Studio album by Product of Hate
- Released: February 5, 2016
- Recorded: 2015
- Studio: Belle City Sound, Racine, Wisconsin
- Genre: Thrash metal, groove metal
- Length: 43:30
- Label: Napalm Records
- Producer: James Murphy

= Buried in Violence =

Buried in Violence is the first studio album by American thrash metal/groove metal band Product of Hate, released through Napalm Records on February 5, 2016.

== Track listing ==

| No. | Title | Length |
|---|---|---|
| 1. | "Kill. You.

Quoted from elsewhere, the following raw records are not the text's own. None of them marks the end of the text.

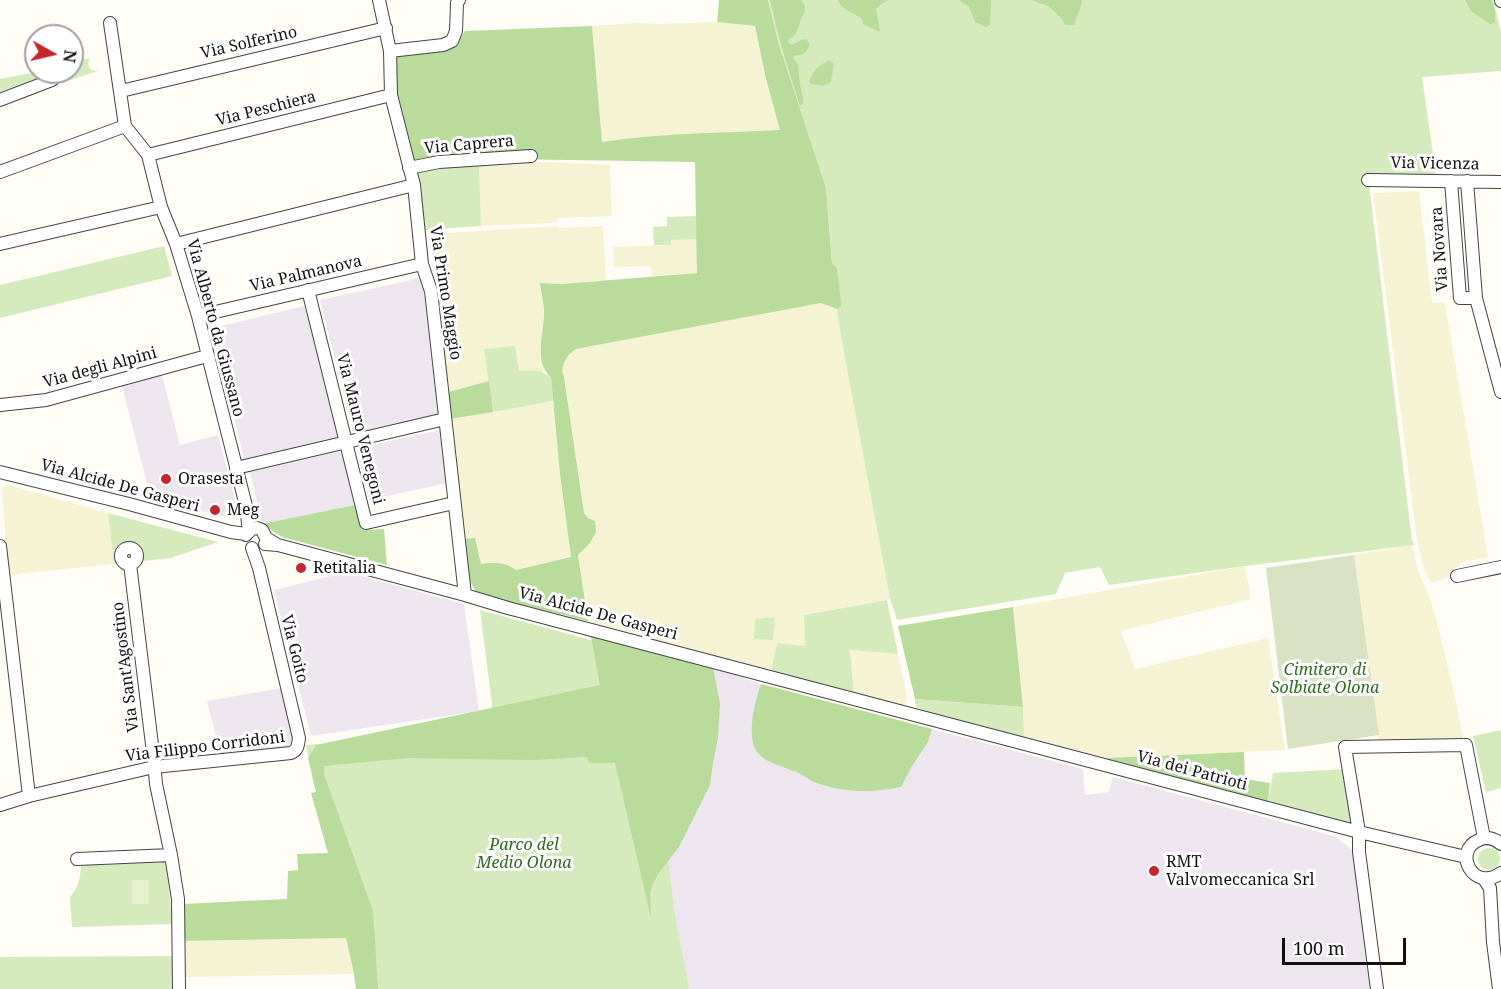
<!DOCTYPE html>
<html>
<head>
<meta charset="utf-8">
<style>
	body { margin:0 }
	#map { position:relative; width:1501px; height:989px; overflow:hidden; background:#fffdf5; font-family:"Noto Serif",serif }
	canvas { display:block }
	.north { position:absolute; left:24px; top:24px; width:60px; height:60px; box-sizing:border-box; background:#fff; border:2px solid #a0a0a0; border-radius:50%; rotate:98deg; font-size:16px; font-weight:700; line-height:24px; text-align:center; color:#111 }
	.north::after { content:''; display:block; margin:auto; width:21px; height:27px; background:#c4262e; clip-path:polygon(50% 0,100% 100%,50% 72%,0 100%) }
	.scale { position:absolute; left:1282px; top:938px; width:124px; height:27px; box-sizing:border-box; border:3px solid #111; border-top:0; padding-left:8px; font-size:18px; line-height:21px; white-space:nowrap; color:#111; -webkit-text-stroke:4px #fff; paint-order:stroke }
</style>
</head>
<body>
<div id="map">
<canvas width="1501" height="989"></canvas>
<div class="north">N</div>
<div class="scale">100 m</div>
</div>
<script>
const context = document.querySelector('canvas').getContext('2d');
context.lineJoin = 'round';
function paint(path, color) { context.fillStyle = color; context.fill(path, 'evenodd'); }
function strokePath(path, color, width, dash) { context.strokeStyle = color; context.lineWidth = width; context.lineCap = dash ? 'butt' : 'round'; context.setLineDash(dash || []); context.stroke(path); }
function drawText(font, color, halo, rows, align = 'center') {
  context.font = font + ' "Noto Serif",serif'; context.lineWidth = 6; context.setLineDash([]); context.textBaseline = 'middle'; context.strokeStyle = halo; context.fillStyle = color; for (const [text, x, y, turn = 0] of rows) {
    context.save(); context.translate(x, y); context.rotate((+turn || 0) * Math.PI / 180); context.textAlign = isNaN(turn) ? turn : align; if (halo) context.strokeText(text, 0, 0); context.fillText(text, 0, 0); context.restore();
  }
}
const industrial = new Path2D(`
	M420,278L425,290L439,414L354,433L320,300Z
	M308,305L339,437L244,459L213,328Z
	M162,375L180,445L218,435L238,512L234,519L151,499L122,386Z
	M441,430L447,483L369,500L357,448Z
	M341,451L344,453L355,505L262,524L250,472Z
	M347,572L464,604L479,711L311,736L274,590Z
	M713,667L761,684L1083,769L1085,795L1109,792L1113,777L1334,836L1353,850L1371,989H668L651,918Z
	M281,688L293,738V743L289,749L221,756L207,701Z`);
const farmland = new Path2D(`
	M717,22L755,26L766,79L781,130L627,139L602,142L592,26L636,23L661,24Z
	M522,161L610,165L612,216L557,218V221L553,223L481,226L479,163Z
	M1419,191L1432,303H1445L1488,557L1463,562L1454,569L1455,574L1436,582L1431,583L1424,569L1417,540L1373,193Z
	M557,226V228L603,226L606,280L562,284L540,283L544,312L540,353L544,372L535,370L519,371L485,349L489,381L448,392L430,234Z
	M697,239L698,273L652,276L651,266L614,267L613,247L670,245L671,240Z
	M821,303L837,309L890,599L804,615L805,647L777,643L771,671L655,640L656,634L643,636L588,621L578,555L589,544L588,518L584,513L564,377L561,371L563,363L569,353L576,349Z
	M553,401L560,474L571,557L516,570L510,566L481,564L462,539L450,419Z
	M8,485L108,513L114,564L8,575L2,488Z
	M1412,545L1418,570L1431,601L1440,634L1453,689L1464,742L1379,744L1354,555Z
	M1245,566L1251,599L1121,631L1135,669L1268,638L1285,750L1105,758L1024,737L1023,707L1013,607Z
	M850,650L898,654L907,696V701L903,705H898L854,693Z
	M346,938L354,974L181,977L180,941Z`);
const green = new Path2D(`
	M768,0H1493L1501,31V71L1422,77L1436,175H1368L1412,541L1415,545L1245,566L1109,585L1100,567L1065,573L1056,594L897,620L890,599L839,325L834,284L826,188L779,45Z
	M90,58C86,65 90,72 98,71L58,84L56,78L0,98V79L36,72H72V62Z
	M479,163L481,226L423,230L415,169Z
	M696,216L697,239L671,240V245H654L653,227L667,226V217Z
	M164,246L172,276L0,318V285Z
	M515,346L519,371C534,370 539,368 551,378L553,401L493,412L484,349Z
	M108,513L218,542L171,558L143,561L138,568L123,571L119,568L117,564H114Z
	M887,600L898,654L850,650L854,693L771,671L777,643L805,646L804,615Z
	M480,610L598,642L668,861L676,921L689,989H365L316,791L306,745L397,739L489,723L492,704Z
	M775,617L773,640L754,639L755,619Z
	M915,699L1023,707L1024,737L924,711C918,708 914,706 915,699Z
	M1501,730V788L1486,792L1473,736Z
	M1345,769L1353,820L1351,823H1348L1268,802L1273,773Z
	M1478 859a11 11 0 1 1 22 0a11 11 0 1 1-22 0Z
	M167,861L172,924L72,927L70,897C79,886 80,879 81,865Z
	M174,956L175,989H0V957Z`);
const forest = new Path2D(`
	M719,0H768L779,45L826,188L832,263L837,268L841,302V307L837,309L821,303L576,349C567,355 564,360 562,371L564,377L584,513L588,518L595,521L596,532L589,544L578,555L588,621L485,596L475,590L467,576L462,539L475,538L481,564C494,562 505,562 516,570L571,557L560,474L551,378C533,360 544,334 544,312C544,303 541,292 540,283L562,284L697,273L695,162L506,159L414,164C408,141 388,81 395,60C397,56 398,56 401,53L457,43L465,31L592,26L602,142C661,133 721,133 780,130L766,79L755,26L717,22Z
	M770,0H801L805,6V12L802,17L796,34L789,39L788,43L791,45L801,40L806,39L810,44C807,53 803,55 794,56L793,58L798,64L800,85L803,98V103L800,106L781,45Z
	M838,0H888L880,5L876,9L880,30L879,32L863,24L862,19C855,13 841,10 838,0Z
	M959,0H991L990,25L986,27L975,22L969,7Z
	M1031,0H1082V3L1074,25H1065L1062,19L1048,6Z
	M1465,0H1492L1495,12V23L1490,24L1471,11Z
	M829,60L834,64L831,82L823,86L811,84L809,82C811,72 821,64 829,60Z
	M489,381L493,412L450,419L448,392Z
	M355,505L362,530L384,529L387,565L282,537L262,524Z
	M1013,607L1023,707L915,699L898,626Z
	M590,632L713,667L720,704L718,738L713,763L710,785L679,847L658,874L650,891L651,918L615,763H590L586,757L532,760L408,758L324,766V774L373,911L378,989H356L354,974L346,938L180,941L182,904L287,899L288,871L298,870L297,854L328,853L311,793L316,792L308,758L316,745L600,685Z
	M761,684L932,729L928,742L912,766L901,787C870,793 844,793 814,782C807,779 801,773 794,771C783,767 764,762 757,752C746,734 755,702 761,684Z
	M1244,752L1245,779L1270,783L1268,802L1105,758Z`);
const cemetery = new Path2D(`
	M1354,555L1379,735L1288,749L1266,568Z`);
const pitch = new Path2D(`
	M132,880H149V904H132Z`);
const minor = new Path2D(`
	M379,0L390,51L391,95L414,185L422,264L431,291L465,595
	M1501,0V1
	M390,51L443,45L452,41L456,31L457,3L459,0
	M121,91L386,28
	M0,100L52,80L51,73
	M125,126L148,155L161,207L176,244L198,316L246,506L249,532
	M148,155L391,95
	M409,168L439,162L531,156
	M0,172L125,126L110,23
	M1368,180L1501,182
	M1451,181L1460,298H1476
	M1467,181L1476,298L1501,392
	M0,244L161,207
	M176,244L414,185
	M308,290L366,523L454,503
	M198,316L422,264
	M0,405L46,400L207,356
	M236,468L445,419
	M0,472L129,504L231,532L246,534
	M246,535L251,529L257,528L262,530L266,538L276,544
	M265,544L278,545L465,595L508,608L1359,832L1466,857
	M0,546L29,796
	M121 556a8 8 0 1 1 16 0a8 8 0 1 1-16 0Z
	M130,564L154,761L156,784L171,855L178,899L179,989
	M1457,576L1501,567
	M0,805L29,796L154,767L291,753C298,750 298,745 299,738L259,568L252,548
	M1501,844C1495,839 1487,836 1479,840C1452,851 1473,893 1501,873
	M77,859L171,855
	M1484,879L1490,888L1493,942L1499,989
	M1377,989L1359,852V832L1345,747L1466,745L1484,838`);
const markers = [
	[166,479,6,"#c4262e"],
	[215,510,6,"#c4262e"],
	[301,568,6,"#c4262e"],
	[1154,871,6,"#c4262e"]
];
const streetNames = [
	["Via Solferino",249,43,-13],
	["Via Peschiera",266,109,-14],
	["Via Caprera",469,145,-5],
	["Via Vicenza",1435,164,1],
	["Via Novara",1440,249,-94],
	["Via Palmanova",306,274,-13],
	["Via Primo Maggio",445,293,81],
	["Via Alberto da Giussano",215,328,75],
	["Via degli Alpini",100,368,-15],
	["Via Mauro Venegoni",360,429,76],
	["Via Alcide De Gasperi",120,486,15],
	["Via Alcide De Gasperi",598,614,15],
	["Via Goito",294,649,76],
	["Via Sant'Agostino",126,667,-97],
	["Via Filippo Corridoni",205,747,-7],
	["Via dei Patrioti",1192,771,15]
];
const poiNames = [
	["Orasesta",178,479],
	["Meg",227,510],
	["Retitalia",313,568],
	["RMT",1166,862],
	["Valvomeccanica Srl",1166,880]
];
const parkNames = [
	["Cimitero di",1325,670],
	["Solbiate Olona",1325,688],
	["Parco del",524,845],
	["Medio Olona",524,863]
];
paint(industrial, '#eee6ef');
paint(farmland, '#f6f3d4');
paint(green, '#d5ebbd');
paint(forest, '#b9dc9c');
paint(cemetery, '#d9e3c4');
paint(pitch, '#e6f2cf');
strokePath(minor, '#444', 14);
strokePath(minor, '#fff', 12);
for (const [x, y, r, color] of markers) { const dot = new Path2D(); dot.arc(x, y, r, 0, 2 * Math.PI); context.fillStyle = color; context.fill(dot); strokePath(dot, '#fff', 2); }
drawText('16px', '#111', '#fff', streetNames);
drawText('16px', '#111', '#fff', poiNames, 'left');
drawText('italic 16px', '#2f6b1f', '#fff', parkNames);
</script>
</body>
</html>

Now." | 4:04 |
| 2. | "Annihilation" | 3:28 |
| 3. | "...As Your Kingdom Falls" | 4:10 |
| 4. | "Blood Coated Concrete" | 3:57 |
| 5. | "Monster" | 3:27 |
| 6. | "Buried in Violence" | 3:31 |
| 7. | "Vindicare" | 2:41 |
| 8. | "Nemesis" | 4:51 |
| 9. | "Revolution of Destruction" | 3:34 |
| 10. | "Unholy Manipulator" | 4:15 |
| 11. | "Perry Mason" (Ozzy Osbourne cover) | 5:32 |
| Total length: |  | 43:30 |

==Charts==
Buried in Violence debuted at number 9 on the Billboard Heatseekers East North Central Chart.